## Directions:
Filter on the word "bottom": copy each matching line from the listing below.

## Extracted material:
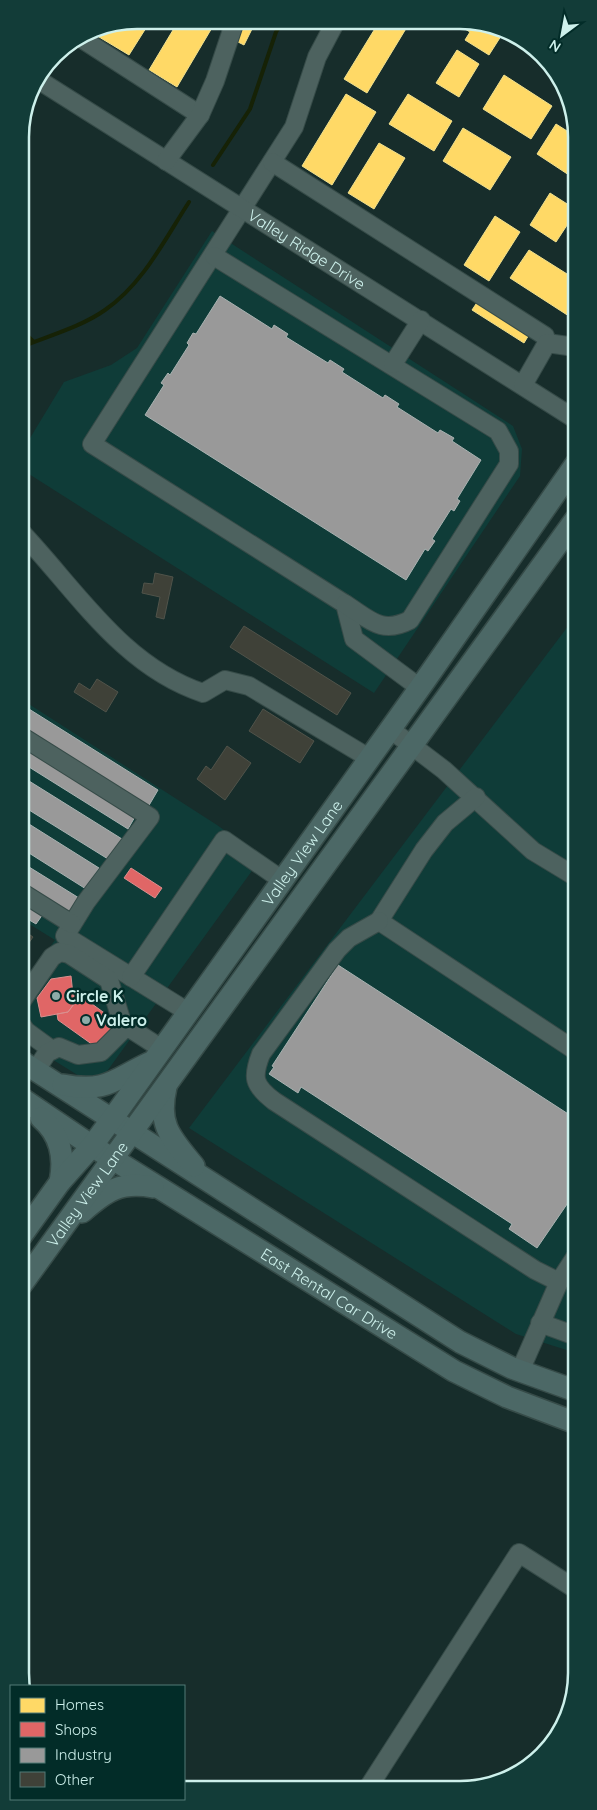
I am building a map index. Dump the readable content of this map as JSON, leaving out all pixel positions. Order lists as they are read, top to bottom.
{
  "streets": {
    "main road": ["Valley View Lane", "East Rental Car Drive"],
    "street": ["Valley Ridge Drive"]
  },
  "crossings": [
    ["Valley View Lane", "East Rental Car Drive"]
  ],
  "places": ["Circle K", "Valero"],
  "legend": [
    "Homes",
    "Shops",
    "Industry",
    "Other"
  ],
  "north": "bottom left"
}
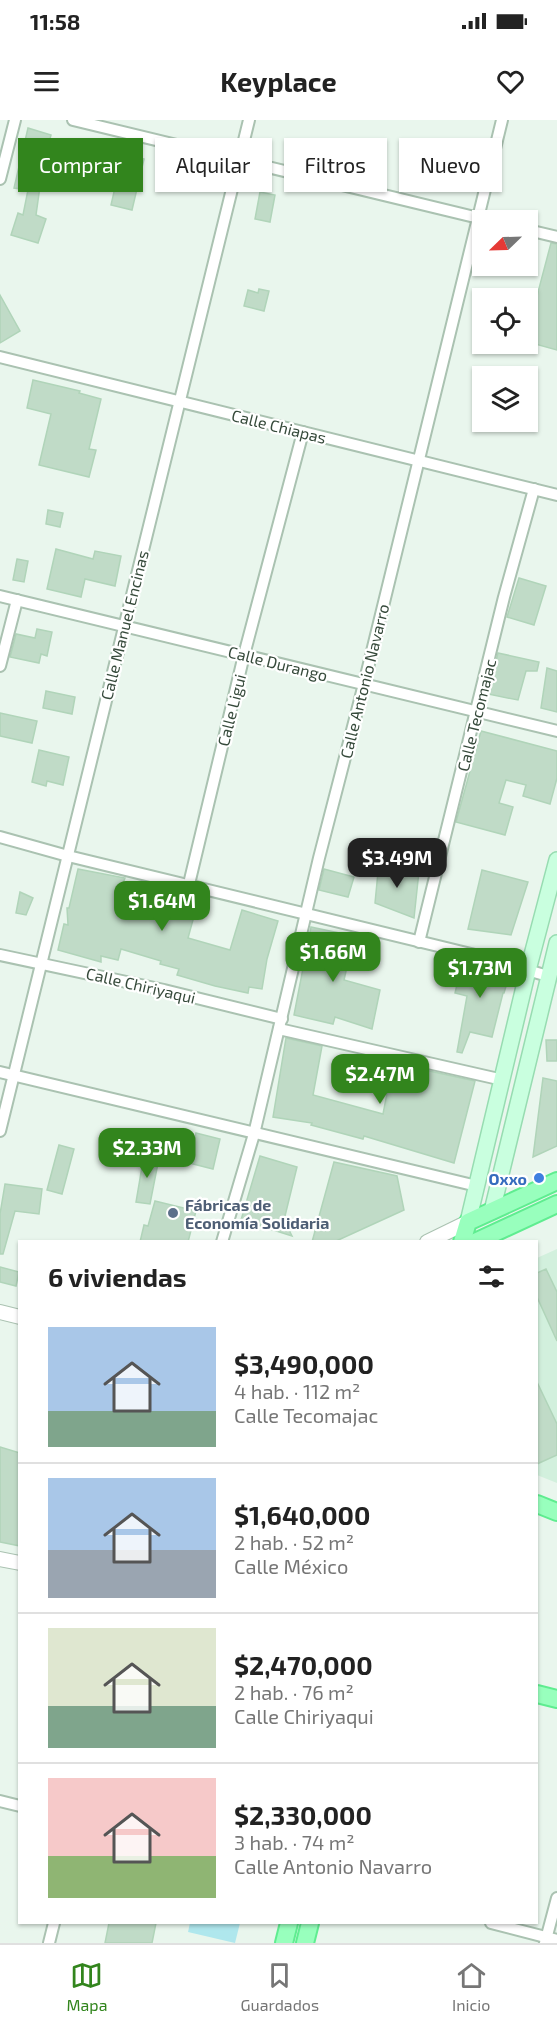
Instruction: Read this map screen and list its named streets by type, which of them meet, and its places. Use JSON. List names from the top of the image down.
{
  "streets": {
    "street": [
      "Calle Chiapas",
      "Calle Manuel Encinas",
      "Calle Durango",
      "Calle Antonio Navarro",
      "Calle Ligui",
      "Calle Tecomajac",
      "Calle Chiriyaqui"
    ]
  },
  "crossings": [
    ["Calle Chiapas", "Calle Manuel Encinas"],
    ["Calle Chiapas", "Calle Antonio Navarro"],
    ["Calle Chiapas", "Calle Ligui"],
    ["Calle Chiapas", "Calle Tecomajac"],
    ["Calle Manuel Encinas", "Calle Durango"],
    ["Calle Manuel Encinas", "Calle Chiriyaqui"],
    ["Calle Durango", "Calle Antonio Navarro"],
    ["Calle Durango", "Calle Ligui"],
    ["Calle Durango", "Calle Tecomajac"],
    ["Calle Antonio Navarro", "Calle Chiriyaqui"]
  ],
  "places": ["Oxxo", "Fábricas de Economía Solidaria"],
  "north": "bottom left",
  "page": {
    "status": "11:58",
    "header": "Keyplace",
    "chip": [
      "Comprar",
      "Alquilar",
      "Filtros",
      "Nuevo"
    ],
    "price": [
      "$3.49M",
      "$1.64M",
      "$1.66M",
      "$1.73M",
      "$2.47M",
      "$2.33M"
    ],
    "heading": "6 viviendas",
    "list": [
      {
        "name": "$3,490,000",
        "note": "4 hab. · 112 m² · Calle Tecomajac"
      },
      {
        "name": "$1,640,000",
        "note": "2 hab. · 52 m² · Calle México"
      },
      {
        "name": "$2,470,000",
        "note": "2 hab. · 76 m² · Calle Chiriyaqui"
      },
      {
        "name": "$2,330,000",
        "note": "3 hab. · 74 m² · Calle Antonio Navarro"
      }
    ],
    "tabs": ["Mapa", "Guardados", "Inicio"]
  }
}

## Your solution:
I am building a map index. Dump the readable content of this map as JSON, leaving out all pixel positions. Order lists as they are read, top to bottom.
  "north": "bottom left"
  "north": "bottom left",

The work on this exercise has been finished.